Several programmes are targeting medical students’ anti-stigma training. Some examples are the Education Not Discrimination project (END), in England [48], the Anti-stigma Intervention Curriculum project (ASIC), in Canada [35], the project “Opening minds”, in Canada [49], and its extension to 25 other countries, the responding to experienced and anticipated discrimination (READ) [50]. These programmes use the combination of various components such as knowledge, contact-based interventions and attending to the students’ internal experience of working with someone with mental problems to reduce the stigma of mental illness [35, 51]. Generally, there is a great reduction in the negative behaviour towards mental illness as comparing with common psychiatric residence, reducing fear and enhancing empathy [52, 53]. Portuguese medical students could benefit from a similar program included in the curricular structure of disciplines of psychiatry, general medicine and primary care.
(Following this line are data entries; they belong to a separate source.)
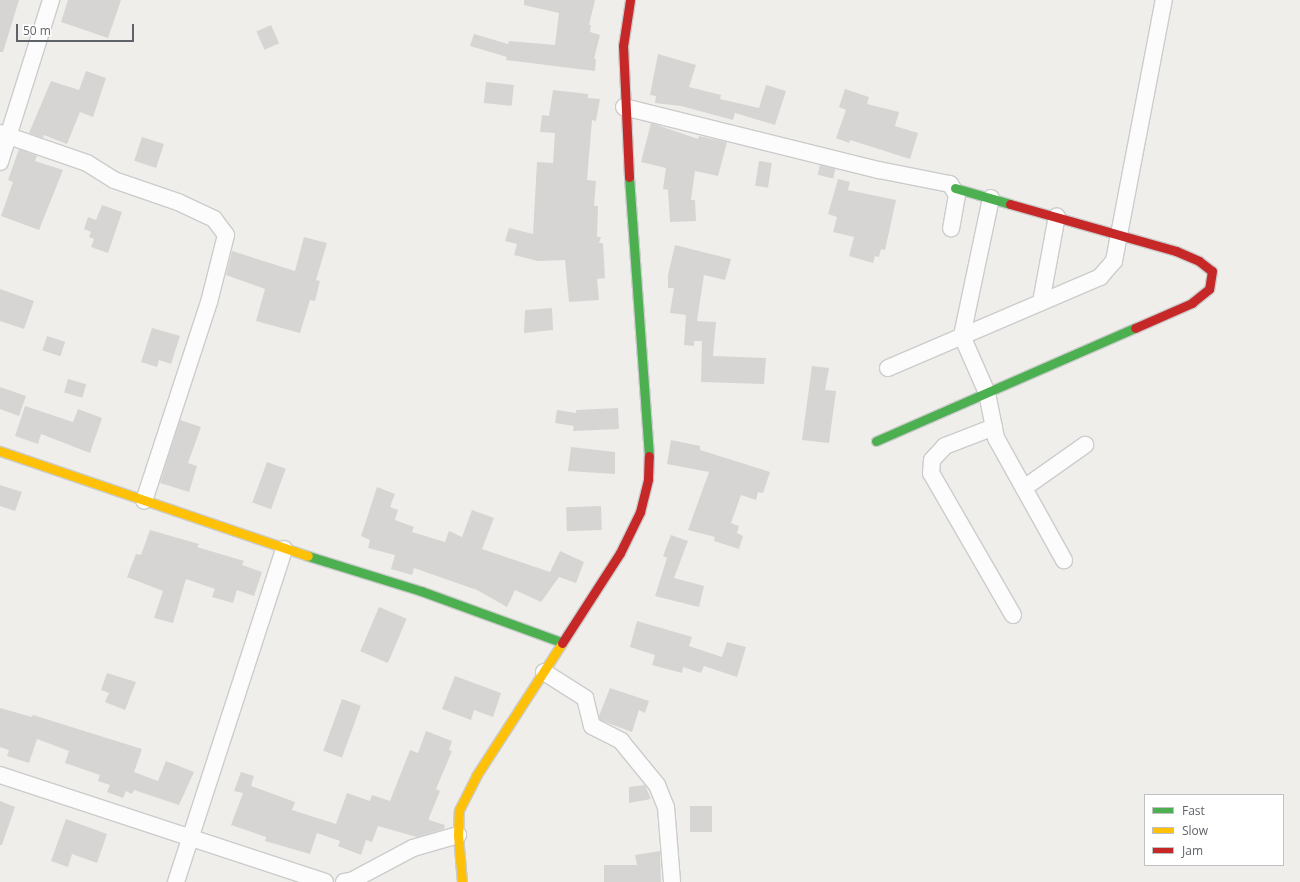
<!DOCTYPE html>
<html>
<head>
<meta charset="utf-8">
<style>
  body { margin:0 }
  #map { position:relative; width:1300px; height:882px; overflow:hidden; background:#efeeea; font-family:"Open Sans",sans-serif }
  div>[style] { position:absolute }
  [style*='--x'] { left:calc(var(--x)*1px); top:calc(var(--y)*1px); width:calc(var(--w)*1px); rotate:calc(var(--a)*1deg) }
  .building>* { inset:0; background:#d6d5d3; transform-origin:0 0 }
  .roads { filter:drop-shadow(1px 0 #cbcccc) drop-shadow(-1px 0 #cbcccc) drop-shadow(0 1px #cbcccc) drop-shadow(0 -1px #cbcccc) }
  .street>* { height:16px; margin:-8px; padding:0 8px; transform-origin:8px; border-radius:8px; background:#fdfcfc }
  .fast>* { height:9px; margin:-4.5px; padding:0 4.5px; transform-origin:4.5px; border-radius:4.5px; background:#4caf50 }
  .slow>* { height:9px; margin:-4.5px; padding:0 4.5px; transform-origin:4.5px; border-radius:4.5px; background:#ffc107 }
  .jam>* { height:9px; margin:-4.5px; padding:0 4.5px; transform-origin:4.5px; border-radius:4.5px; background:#c62828 }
  span { translate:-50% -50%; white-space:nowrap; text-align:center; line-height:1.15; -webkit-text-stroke:3.5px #fff; paint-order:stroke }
  .legend { position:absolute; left:1144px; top:794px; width:140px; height:72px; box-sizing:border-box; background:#fff; border:1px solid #bfc1c3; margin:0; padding:5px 7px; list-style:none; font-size:12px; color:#5f6368 }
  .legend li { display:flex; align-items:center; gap:8px; height:20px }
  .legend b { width:20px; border:1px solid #bfc1c3 }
  .scale { position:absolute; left:16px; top:24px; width:118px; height:18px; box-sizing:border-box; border:2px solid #5f6368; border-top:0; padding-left:5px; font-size:12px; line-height:14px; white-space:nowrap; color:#5f6368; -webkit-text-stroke:3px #fff; paint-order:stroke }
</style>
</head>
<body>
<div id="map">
  <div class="building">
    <i style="clip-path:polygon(0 0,19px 0,3px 52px,0 52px)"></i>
    <i style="clip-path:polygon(68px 0,121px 0,108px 38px,61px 22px)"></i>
    <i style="clip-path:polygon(524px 0,595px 0,589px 25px,591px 25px,590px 32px,600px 35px,594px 59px,596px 59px,595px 71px,506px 60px,507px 57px,470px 46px,474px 34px,508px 44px,509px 41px,555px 45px,559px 13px,524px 5px)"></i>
    <i style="left:271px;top:25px;width:20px;height:16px;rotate:66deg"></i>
    <i style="clip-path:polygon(658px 54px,696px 65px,689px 87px,721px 95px,720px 99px,759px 108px,766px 85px,786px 91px,775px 125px,735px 113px,733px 120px,681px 106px,655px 103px,656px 96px,650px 95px)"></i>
    <i style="clip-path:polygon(86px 71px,106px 78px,93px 117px,80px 112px,67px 144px,44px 135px,43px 138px,29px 133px,51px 81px,79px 90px)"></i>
    <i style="left:486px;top:82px;width:28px;height:21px;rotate:6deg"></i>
    <i style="clip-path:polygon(845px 89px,869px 97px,867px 104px,899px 112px,895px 126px,918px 133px,910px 159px,850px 140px,849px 143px,836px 138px,846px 110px,839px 107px)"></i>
    <i style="clip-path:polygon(553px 90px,588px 94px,588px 98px,600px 99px,596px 121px,592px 120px,587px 180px,596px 181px,594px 206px,598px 206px,597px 237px,601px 237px,599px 243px,603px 243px,605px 278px,597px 279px,599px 300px,569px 302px,565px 260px,538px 261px,514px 255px,517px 244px,505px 241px,509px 228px,533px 234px,537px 162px,553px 163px,555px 133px,540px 132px,542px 115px,549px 116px)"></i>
    <i style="clip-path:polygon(651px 123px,698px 139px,699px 136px,727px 142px,718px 176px,695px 171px,691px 200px,695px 200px,696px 221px,670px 222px,668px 190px,663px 189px,666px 168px,641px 162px)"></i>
    <i style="left:142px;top:137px;width:23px;height:25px;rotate:18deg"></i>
    <i style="clip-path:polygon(19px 149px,37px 156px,35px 161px,63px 170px,39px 230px,1px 216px,13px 182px,8px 180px)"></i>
    <i style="left:759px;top:161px;width:13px;height:25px;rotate:9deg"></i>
    <i style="left:820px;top:165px;width:16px;height:10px;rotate:14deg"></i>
    <i style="clip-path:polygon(838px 179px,850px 182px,848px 190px,896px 200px,885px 250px,881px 249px,879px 257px,875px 256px,873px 263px,849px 256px,854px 237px,833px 232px,837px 217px,828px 214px)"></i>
    <i style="clip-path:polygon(102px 205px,122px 212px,108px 253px,91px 247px,94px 239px,89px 237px,91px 232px,84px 229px,88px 217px,96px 220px)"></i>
    <i style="clip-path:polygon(304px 237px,327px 243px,316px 280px,320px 281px,315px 301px,310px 300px,300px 333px,256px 321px,265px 289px,226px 275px,232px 251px,295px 271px)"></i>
    <i style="clip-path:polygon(675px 245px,731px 259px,725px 280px,704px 275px,697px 321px,716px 322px,713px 356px,766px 358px,764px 384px,701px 382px,702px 341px,694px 341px,694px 346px,684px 345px,686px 315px,670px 313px,674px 288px,668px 288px,668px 275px)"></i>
    <i style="clip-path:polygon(0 289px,34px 301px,24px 329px,0 321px)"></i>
    <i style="clip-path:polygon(552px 308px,553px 330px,524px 333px,525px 310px)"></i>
    <i style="clip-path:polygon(152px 328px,180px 336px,171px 364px,159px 360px,157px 367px,141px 362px)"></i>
    <i style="left:47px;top:336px;width:19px;height:15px;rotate:18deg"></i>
    <i style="clip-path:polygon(812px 366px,829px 368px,825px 390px,836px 391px,829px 443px,802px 440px)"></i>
    <i style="left:68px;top:379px;width:19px;height:14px;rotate:16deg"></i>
    <i style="clip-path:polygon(0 387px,26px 396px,19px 416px,0 409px)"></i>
    <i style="clip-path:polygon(25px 406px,73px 422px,78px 409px,102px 418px,90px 453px,41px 434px,38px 444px,15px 436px)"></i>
    <i style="clip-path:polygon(618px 408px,619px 429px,573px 431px,574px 426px,555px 423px,557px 410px,576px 413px,576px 410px)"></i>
    <i style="clip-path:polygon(180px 420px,201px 427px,188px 463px,197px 466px,189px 492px,160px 483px)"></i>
    <i style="clip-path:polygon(671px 440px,700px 446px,700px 450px,770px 472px,763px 493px,758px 492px,756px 500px,741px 495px,731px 523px,739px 526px,737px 533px,743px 536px,739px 549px,714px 541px,715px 537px,688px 530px,709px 472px,667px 464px)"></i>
    <i style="clip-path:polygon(571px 447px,615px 452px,615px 474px,568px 471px)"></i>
    <i style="left:267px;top:462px;width:20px;height:43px;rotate:20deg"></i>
    <i style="clip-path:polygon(0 485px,22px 492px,15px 511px,0 506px)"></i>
    <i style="clip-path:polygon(377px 487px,395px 494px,390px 507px,398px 510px,395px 520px,414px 527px,412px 532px,445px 542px,449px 531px,462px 537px,472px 510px,494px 518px,482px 549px,550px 572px,560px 551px,584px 562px,576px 583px,559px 577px,541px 602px,515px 590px,507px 607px,477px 590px,414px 568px,412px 575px,391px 569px,395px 555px,368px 548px,370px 540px,361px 536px)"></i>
    <i style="left:601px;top:506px;width:24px;height:35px;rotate:88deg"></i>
    <i style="clip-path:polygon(150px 530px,199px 544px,197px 547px,244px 561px,242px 565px,262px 572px,254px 596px,237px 590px,233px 603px,212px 597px,215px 589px,186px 579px,173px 623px,154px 618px,163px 591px,127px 577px,136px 554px,141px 555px)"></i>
    <i style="clip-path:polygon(671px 535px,688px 541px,674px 578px,704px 586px,699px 607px,655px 596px,667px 558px,663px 556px)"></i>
    <i style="left:379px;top:607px;width:30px;height:48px;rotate:23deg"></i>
    <i style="clip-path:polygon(637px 621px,692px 637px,689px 646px,722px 657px,727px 642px,746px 647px,737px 677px,704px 666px,701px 673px,683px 667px,682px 673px,652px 665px,655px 655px,630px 647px)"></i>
    <i style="clip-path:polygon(107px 673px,136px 682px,125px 710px,105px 702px,109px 693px,101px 690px)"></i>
    <i style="clip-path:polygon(455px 676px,501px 693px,493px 717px,474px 710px,471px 720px,442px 709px)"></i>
    <i style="clip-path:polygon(610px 688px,649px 701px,645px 713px,639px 710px,632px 732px,600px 720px,599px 716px)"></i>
    <i style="left:342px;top:699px;width:20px;height:55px;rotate:20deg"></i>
    <i style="clip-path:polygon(0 708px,32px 717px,33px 715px,142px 749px,134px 772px,158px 781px,166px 761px,194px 772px,179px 805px,134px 790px,132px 794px,126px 791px,123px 798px,107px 792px,110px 785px,98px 781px,100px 775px,65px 763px,69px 751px,37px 739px,29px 763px,7px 756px,9px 750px,0 747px)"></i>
    <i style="clip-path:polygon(426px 731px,452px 741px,449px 750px,452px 751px,436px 789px,440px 791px,429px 818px,429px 820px,445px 825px,444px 829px,417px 837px,378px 826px,372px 842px,366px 840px,361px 855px,338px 846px,340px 841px,317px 833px,310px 854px,265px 841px,266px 837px,231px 825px,243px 793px,234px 791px,241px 772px,254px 776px,251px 786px,295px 802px,292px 810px,336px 824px,347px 793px,370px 801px,372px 795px,390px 801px,410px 750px,418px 753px)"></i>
    <i style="clip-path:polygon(645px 785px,651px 799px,629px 803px,629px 787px)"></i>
    <i style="clip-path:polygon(0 801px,15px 807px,2px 845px,0 845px)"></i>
    <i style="left:690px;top:806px;width:22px;height:26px"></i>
    <i style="clip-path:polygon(66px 819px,107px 834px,97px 863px,72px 854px,68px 867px,51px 861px)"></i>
    <i style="clip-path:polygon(660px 851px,661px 882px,604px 882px,604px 865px,637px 865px,635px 855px)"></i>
  </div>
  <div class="roads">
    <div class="street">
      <i style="--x:624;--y:107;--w:263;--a:13.9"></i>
      <i style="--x:879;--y:170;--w:72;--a:11.2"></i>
      <i style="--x:950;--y:184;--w:13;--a:58"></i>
      <i style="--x:957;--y:195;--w:34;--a:100"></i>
      <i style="--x:0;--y:133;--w:92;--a:19"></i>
      <i style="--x:87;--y:163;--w:32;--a:32"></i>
      <i style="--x:114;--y:180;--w:68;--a:19"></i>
      <i style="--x:178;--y:202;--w:40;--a:25"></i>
      <i style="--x:214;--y:219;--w:20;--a:53"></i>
      <i style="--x:226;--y:235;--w:69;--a:104.2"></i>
      <i style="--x:209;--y:302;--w:209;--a:108.1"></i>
      <i style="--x:0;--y:162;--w:170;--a:-72.5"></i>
      <i style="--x:991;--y:198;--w:141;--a:101.9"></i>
      <i style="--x:962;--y:336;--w:62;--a:66.3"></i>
      <i style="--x:987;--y:393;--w:46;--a:78.7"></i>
      <i style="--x:996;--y:438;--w:140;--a:60.9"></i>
      <i style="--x:1041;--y:302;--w:87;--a:-79.5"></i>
      <i style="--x:888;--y:368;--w:231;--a:-23.2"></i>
      <i style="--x:1100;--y:277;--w:21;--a:-49"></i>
      <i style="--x:1114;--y:261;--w:266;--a:-79.2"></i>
      <i style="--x:994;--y:427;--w:53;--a:158.8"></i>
      <i style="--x:945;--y:446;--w:19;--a:133"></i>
      <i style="--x:932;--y:460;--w:13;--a:94"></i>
      <i style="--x:931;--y:473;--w:164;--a:60"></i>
      <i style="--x:1024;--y:488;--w:75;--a:-35.2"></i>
      <i style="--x:544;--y:672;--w:49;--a:32.4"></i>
      <i style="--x:585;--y:698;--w:29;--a:76"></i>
      <i style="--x:592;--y:726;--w:33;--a:27"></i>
      <i style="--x:621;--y:741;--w:57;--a:50.7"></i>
      <i style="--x:657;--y:785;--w:24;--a:68"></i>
      <i style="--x:666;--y:807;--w:75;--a:85.4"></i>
      <i style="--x:0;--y:775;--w:342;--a:18.2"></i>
      <i style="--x:176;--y:882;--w:350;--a:-72"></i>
      <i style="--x:344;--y:882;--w:7;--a:-8"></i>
      <i style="--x:351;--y:881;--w:70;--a:-28"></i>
      <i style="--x:413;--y:848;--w:47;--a:-16.1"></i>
    </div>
    <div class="fast">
      <i style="--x:629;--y:177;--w:280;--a:85.9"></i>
      <i style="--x:955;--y:188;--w:57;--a:16.2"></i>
      <i style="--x:876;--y:441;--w:283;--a:-23.6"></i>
      <i style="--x:308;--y:556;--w:118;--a:17.2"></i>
      <i style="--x:421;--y:591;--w:149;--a:20"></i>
    </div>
    <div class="slow">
      <i style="--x:0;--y:451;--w:325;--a:18.8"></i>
      <i style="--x:462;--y:882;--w:47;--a:-94.9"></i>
      <i style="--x:458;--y:835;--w:25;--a:-88"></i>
      <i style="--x:459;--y:810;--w:38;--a:-63"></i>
      <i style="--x:476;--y:776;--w:158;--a:-57.1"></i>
    </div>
    <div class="jam">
      <i style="--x:629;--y:177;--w:131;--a:-92.6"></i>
      <i style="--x:623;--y:46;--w:47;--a:-81.3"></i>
      <i style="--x:1010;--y:204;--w:173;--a:15.8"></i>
      <i style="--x:1176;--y:251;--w:25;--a:23"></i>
      <i style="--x:1199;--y:261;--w:16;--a:38"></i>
      <i style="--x:1212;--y:271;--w:18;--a:99"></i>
      <i style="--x:1209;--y:289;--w:22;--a:141"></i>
      <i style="--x:1192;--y:303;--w:62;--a:156.3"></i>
      <i style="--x:562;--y:643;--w:107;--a:-57.2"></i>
      <i style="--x:620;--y:553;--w:46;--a:-64"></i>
      <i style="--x:640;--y:512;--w:34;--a:-76"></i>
      <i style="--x:648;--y:479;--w:23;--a:-88"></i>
    </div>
  </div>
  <ul class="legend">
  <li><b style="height:5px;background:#4caf50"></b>Fast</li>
  <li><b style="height:5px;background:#ffc107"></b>Slow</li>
  <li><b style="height:5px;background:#c62828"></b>Jam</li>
  </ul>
  <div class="scale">50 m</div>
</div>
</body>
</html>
As far as we know, there is not any project about reducing the stigma on mental diseases in our country.

This is the first nationwide study measuring and characterizing the stigma about mental illness in medical students. Nevertheless, there are several limitations in this study that must be considered. The self-response nature of the questionnaire may lead to an information bias: students may respond according to the socially acceptable, instead of their real feelings; the optional characteristic and the distribution through the institutional e-mail may condition some selection bias, with the respondents presenting some different profile than the non-respondents. Also, the AQ-9 is widely used, but the Portuguese version is still on validation: we must be cautious about the concept of “pity”, which may have a different (more benevolent) meaning in the Portuguese language. Another question stays in the cross-sectional design It is relevant to measure the variation of the stigma during the course, to define the best time to break the cycle, and who are the best players to do it.

In conclusion, we found that the finalist medical students indicated they would be available to help a colleague with mental illness, mainly because they feel pity. The history of personal or family mental disease lessen the stigma attitudes. Students with higher stigmatizing attitudes show more feelings of danger and fear towards patients with mental disease, avoidance and a lesser chance to help those in need. It is crucial to break the cycle of stigma and self-stigma to better treat our patients and ourselves when disease comes to us, making healthcare more including and empathizing. The education system has a role in it and curricula should include special attention to the stigma as a main need in training of future doctors.